İZMİR - Ekolojik tahribatın içilebilir su sorununu her geçen gün büyüttüğünü ifade eden ekolojist Ertuğrul Barka, yağmurun bile zehirli yağdığını belirterek, “Hükümet, doğayı metalaştırarak madenler, sular, ormanlar, körfezler, koylar ve kıyıları yaşam alanı olmaktan çıkardı” dedi.
Dünya ve Türkiye'de artan nüfusa paralel olarak, küresel ısınma ve kuraklık nedeniyle suya talep artarken, tatlı su kaynakları ise her geçen yıl azalıyor.
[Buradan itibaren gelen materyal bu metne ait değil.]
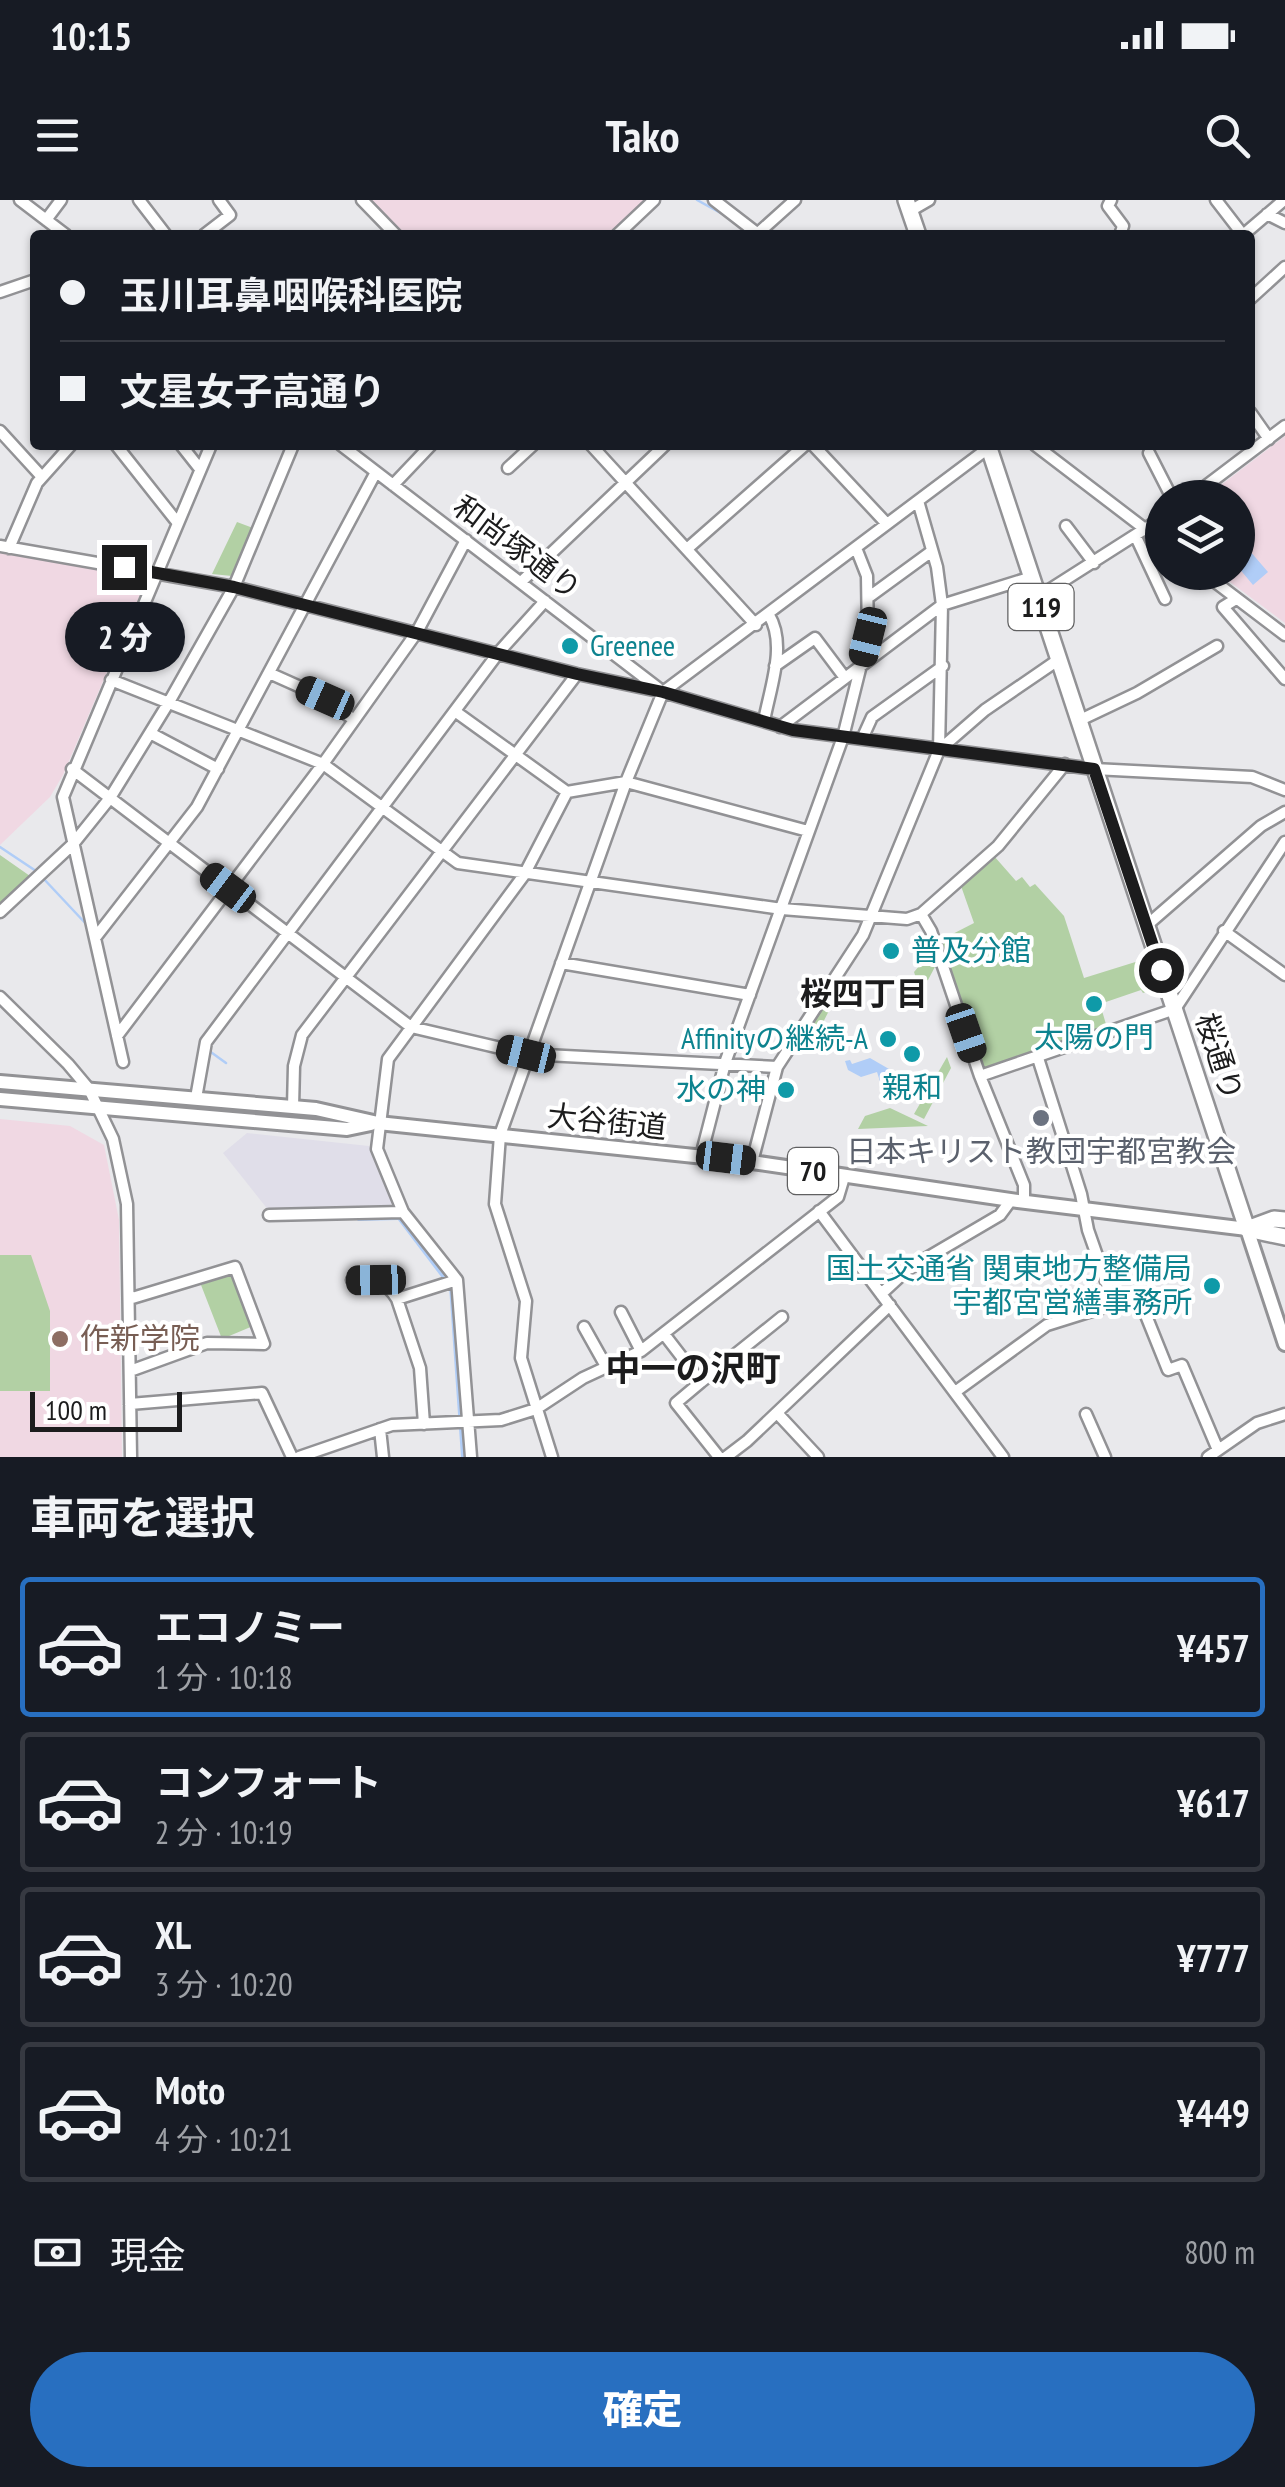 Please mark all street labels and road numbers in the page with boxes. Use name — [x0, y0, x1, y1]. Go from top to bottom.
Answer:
street label: 和尚塚通り — [446, 486, 590, 608]
road number: 119 — [1008, 584, 1074, 630]
street label: 桜通り — [1188, 1008, 1253, 1105]
street label: 大谷街道 — [545, 1095, 669, 1146]
road number: 70 — [788, 1148, 838, 1194] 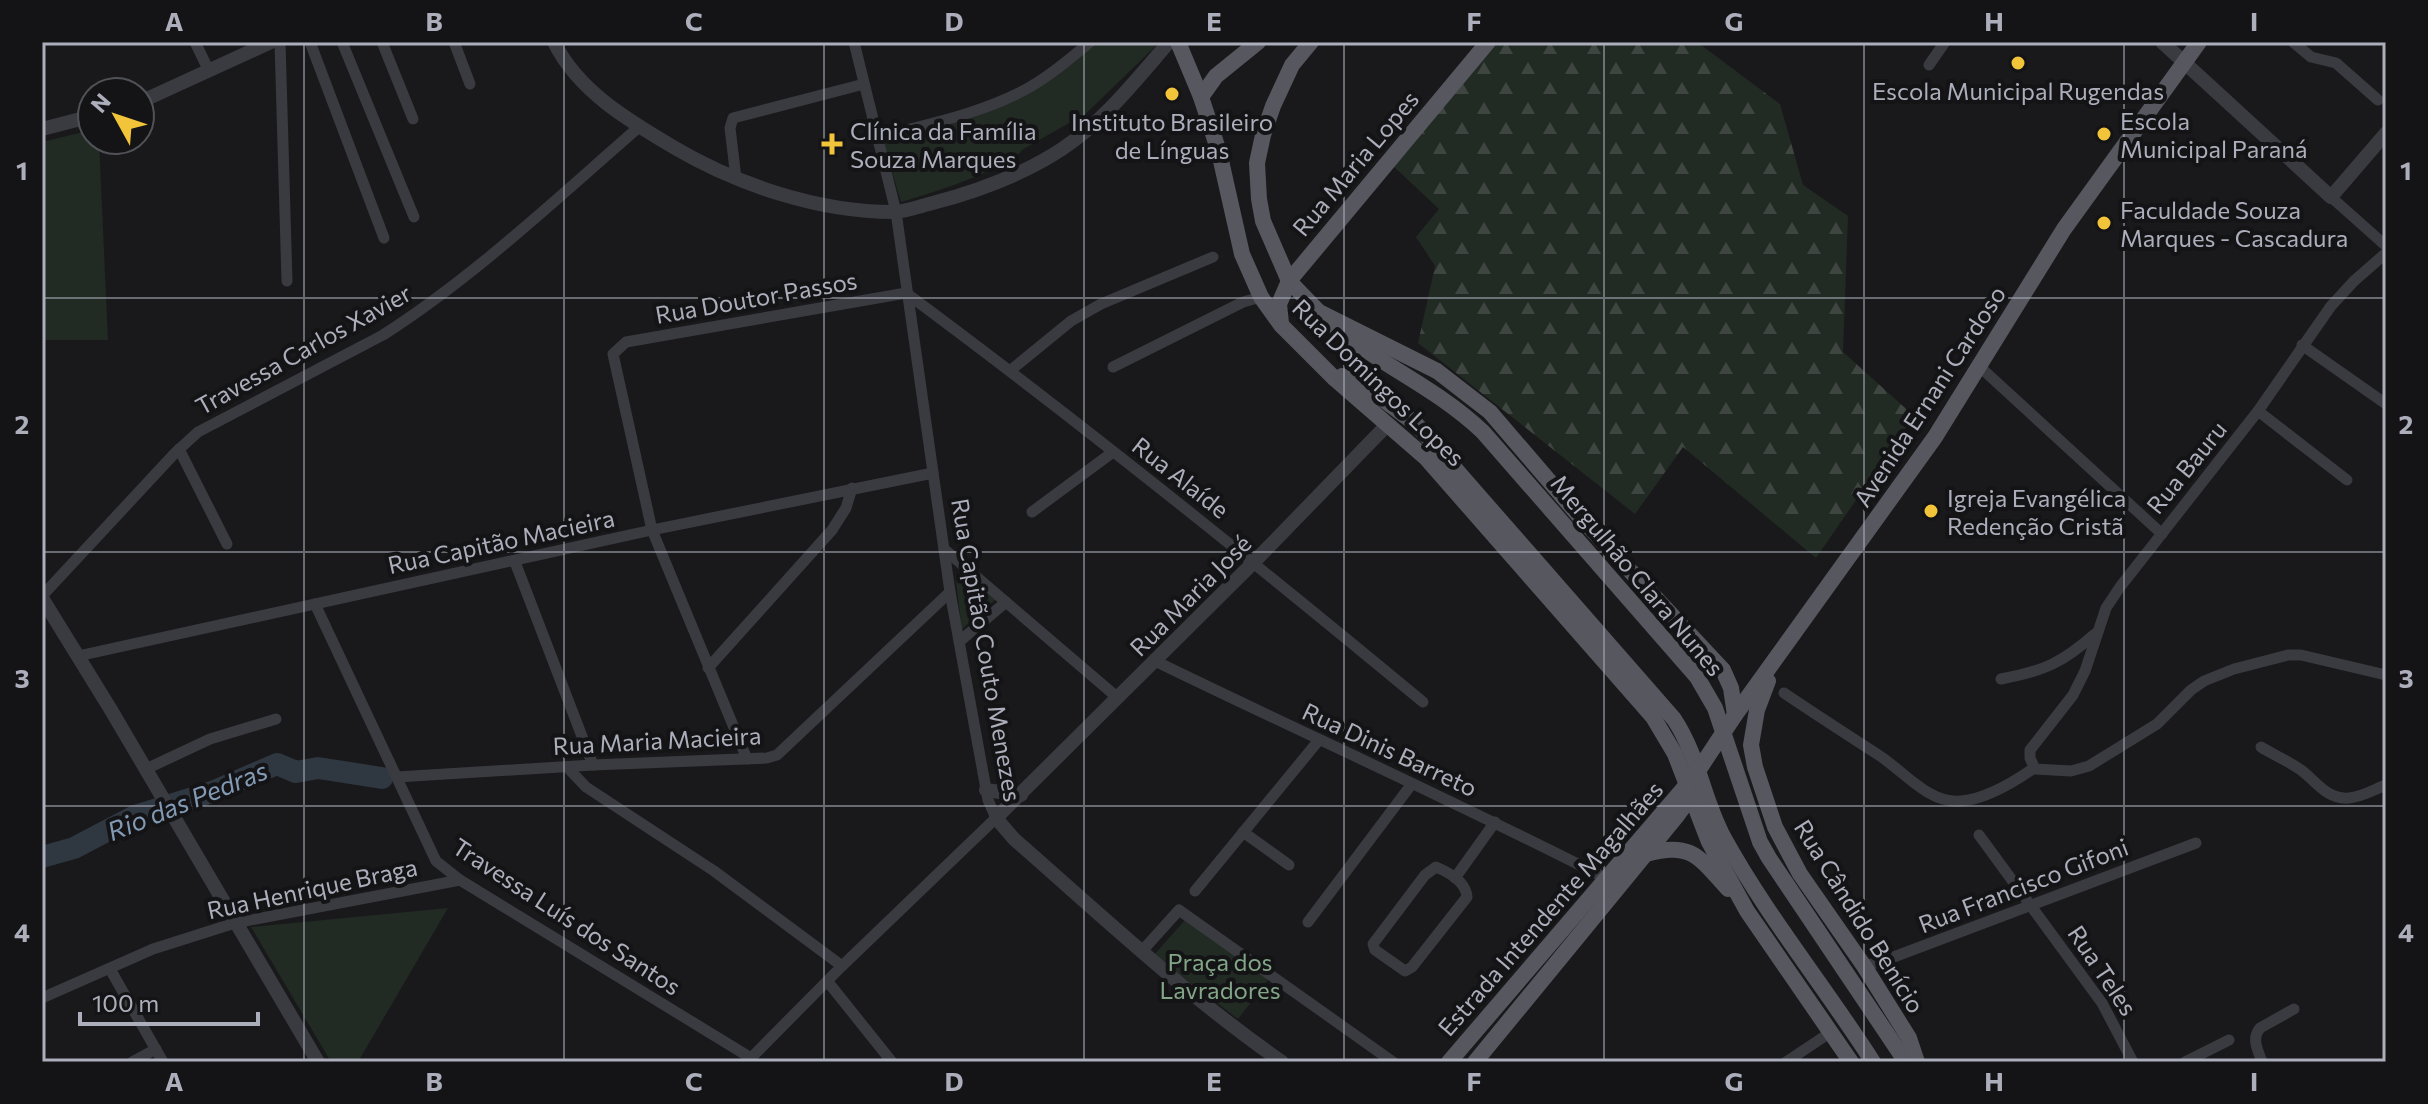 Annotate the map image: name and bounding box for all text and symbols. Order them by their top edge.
text: A [165,5,184,36]
text: B [425,5,443,36]
text: C [685,5,703,36]
text: D [944,5,964,36]
text: E [1206,5,1222,36]
text: F [1466,5,1482,36]
text: G [1725,5,1743,36]
text: H [1984,5,2004,36]
text: I [2250,5,2258,36]
marker: Escola Municipal Rugendas [2009,54,2027,72]
north arrow [76,76,156,156]
place label: Escola Municipal Rugendas [1872,76,2164,105]
marker: Instituto Brasileiro de Línguas [1163,85,1181,103]
street label: Rua Maria Lopes [1286,85,1424,241]
text: N [85,88,116,118]
place label: Escola Municipal Paraná [2120,106,2307,163]
place label: Instituto Brasileiro de Línguas [1071,107,1273,164]
place label: Clínica da Família Souza Marques [850,116,1036,173]
marker: Escola Municipal Paraná [2095,125,2113,143]
marker: Clínica da Família Souza Marques [821,133,843,155]
text: 1 [16,154,28,185]
text: 1 [2400,154,2412,185]
place label: Faculdade Souza Marques - Cascadura [2120,195,2348,252]
marker: Faculdade Souza Marques - Cascadura [2095,214,2113,232]
street label: Rua Doutor Passos [653,265,859,329]
street label: Travessa Carlos Xavier [190,277,416,420]
street label: Avenida Ernani Cardoso [1847,280,2011,512]
street label: Rua Domingos Lopes [1287,293,1471,471]
text: 2 [15,408,29,439]
text: 2 [2399,408,2413,439]
street label: Rua Bauru [2140,415,2232,519]
street label: Rua Alaíde [1127,430,1235,524]
street label: Mergulhão Clara Nunes [1546,469,1730,681]
place label: Igreja Evangélica Redenção Cristã [1947,483,2126,540]
street label: Rua Capitão Couto Menezes [946,496,1028,804]
marker: Igreja Evangélica Redenção Cristã [1922,502,1940,520]
street label: Rua Capitão Macieira [385,503,617,579]
street label: Rua Maria José [1123,528,1257,662]
text: 3 [14,662,30,693]
text: 3 [2398,662,2414,693]
street label: Rua Dinis Barreto [1298,696,1482,802]
street label: Rua Maria Macieira [552,720,762,760]
water label: Rio das Pedras [102,754,272,846]
street label: Estrada Intendente Magalhães [1431,775,1669,1041]
street label: Rua Cândido Benício [1789,814,1931,1018]
street label: Travessa Luís dos Santos [448,831,686,1001]
street label: Rua Francisco Gifoni [1914,832,2132,938]
street label: Rua Henrique Braga [204,852,420,924]
text: 4 [14,916,30,947]
text: 4 [2398,916,2414,947]
street label: Rua Teles [2062,919,2144,1021]
park label: Praça dos Lavradores [1159,947,1281,1004]
scale bar [80,976,258,1026]
text: 100 m [92,988,159,1017]
text: A [165,1065,184,1096]
text: B [425,1065,443,1096]
text: C [685,1065,703,1096]
text: D [944,1065,964,1096]
text: E [1206,1065,1222,1096]
text: F [1466,1065,1482,1096]
text: G [1725,1065,1743,1096]
text: H [1984,1065,2004,1096]
text: I [2250,1065,2258,1096]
Yağışlar, su talebini kısmi olarak karşılayacak olsa da temiz su kaynakları, ekolojik tahribata neden olan projeler nedeniyle sürekli kirleniyor.
Jeotermal Enerji Santralleri (JES), Rüzgar Enerji Santralleri (RES), Hidroelektrik Santralleri (HES), altın madenleri, taş ve maden ocaklarının peşi sıra dizildiği Ege Bölgesi’nde de temiz suya ulaşılabilecek en önemli su kaynakları tehdit altında. İzmir’in en büyük içilebilir su yatakları olan Tahtalı Barajı Efemçukuru altın madeninde siyanür kullanıldığı iddialarıyla tehdit altındayken Menderes Nehri de, sanayi atıkları ile kirletiliyor. Tahtalı Barajı ve Menderes Nehri’nin kirletilmesinin temiz su kaynaklarının kirletilmesiyle ilgili iki örnek olduğunu belirten ekolojist Ertuğrul Barka, ekolojik tahribatlardan dolayı havadaki yağmurun bile zehirlendiğini dile getirdi.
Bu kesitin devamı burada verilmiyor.